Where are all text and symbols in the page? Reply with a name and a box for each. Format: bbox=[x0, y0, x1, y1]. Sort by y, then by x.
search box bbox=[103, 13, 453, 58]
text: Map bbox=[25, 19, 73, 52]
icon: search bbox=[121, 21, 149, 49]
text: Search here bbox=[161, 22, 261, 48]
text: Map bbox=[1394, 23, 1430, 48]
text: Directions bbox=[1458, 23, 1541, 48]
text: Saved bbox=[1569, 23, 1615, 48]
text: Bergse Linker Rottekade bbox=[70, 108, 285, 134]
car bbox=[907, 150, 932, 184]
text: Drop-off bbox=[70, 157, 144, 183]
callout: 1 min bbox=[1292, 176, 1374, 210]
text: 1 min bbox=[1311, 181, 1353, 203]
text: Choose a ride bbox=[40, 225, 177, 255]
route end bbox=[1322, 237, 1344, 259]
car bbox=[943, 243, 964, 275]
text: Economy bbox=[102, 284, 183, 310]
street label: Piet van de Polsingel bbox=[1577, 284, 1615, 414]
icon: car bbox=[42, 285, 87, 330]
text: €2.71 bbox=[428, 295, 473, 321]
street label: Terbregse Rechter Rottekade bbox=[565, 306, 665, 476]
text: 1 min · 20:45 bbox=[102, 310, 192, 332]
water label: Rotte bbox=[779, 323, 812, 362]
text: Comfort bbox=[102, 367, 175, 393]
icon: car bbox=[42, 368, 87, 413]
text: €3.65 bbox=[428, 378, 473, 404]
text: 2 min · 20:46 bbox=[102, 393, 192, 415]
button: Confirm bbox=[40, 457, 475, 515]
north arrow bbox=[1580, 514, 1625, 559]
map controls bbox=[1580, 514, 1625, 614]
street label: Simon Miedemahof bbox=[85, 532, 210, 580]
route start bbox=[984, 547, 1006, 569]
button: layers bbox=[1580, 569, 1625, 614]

....

• [Problem statement] Retype the material above exactly as given.

• [Written response]
Where are all text and symbols in the page? Reply with a name and a box for each. Format: bbox=[x0, y0, x1, y1]. Sort by y, then by x.
search box bbox=[103, 13, 453, 58]
text: Map bbox=[25, 19, 73, 52]
icon: search bbox=[121, 21, 149, 49]
text: Search here bbox=[161, 22, 261, 48]
text: Map bbox=[1394, 23, 1430, 48]
text: Directions bbox=[1458, 23, 1541, 48]
text: Saved bbox=[1569, 23, 1615, 48]
text: Bergse Linker Rottekade bbox=[70, 108, 285, 134]
car bbox=[907, 150, 932, 184]
text: Drop-off bbox=[70, 157, 144, 183]
callout: 1 min bbox=[1292, 176, 1374, 210]
text: 1 min bbox=[1311, 181, 1353, 203]
text: Choose a ride bbox=[40, 225, 177, 255]
route end bbox=[1322, 237, 1344, 259]
car bbox=[943, 243, 964, 275]
text: Economy bbox=[102, 284, 183, 310]
street label: Piet van de Polsingel bbox=[1577, 284, 1615, 414]
icon: car bbox=[42, 285, 87, 330]
text: €2.71 bbox=[428, 295, 473, 321]
street label: Terbregse Rechter Rottekade bbox=[565, 306, 665, 476]
text: 1 min · 20:45 bbox=[102, 310, 192, 332]
water label: Rotte bbox=[779, 323, 812, 362]
text: Comfort bbox=[102, 367, 175, 393]
icon: car bbox=[42, 368, 87, 413]
text: €3.65 bbox=[428, 378, 473, 404]
text: 2 min · 20:46 bbox=[102, 393, 192, 415]
button: Confirm bbox=[40, 457, 475, 515]
north arrow bbox=[1580, 514, 1625, 559]
map controls bbox=[1580, 514, 1625, 614]
street label: Simon Miedemahof bbox=[85, 532, 210, 580]
route start bbox=[984, 547, 1006, 569]
button: layers bbox=[1580, 569, 1625, 614]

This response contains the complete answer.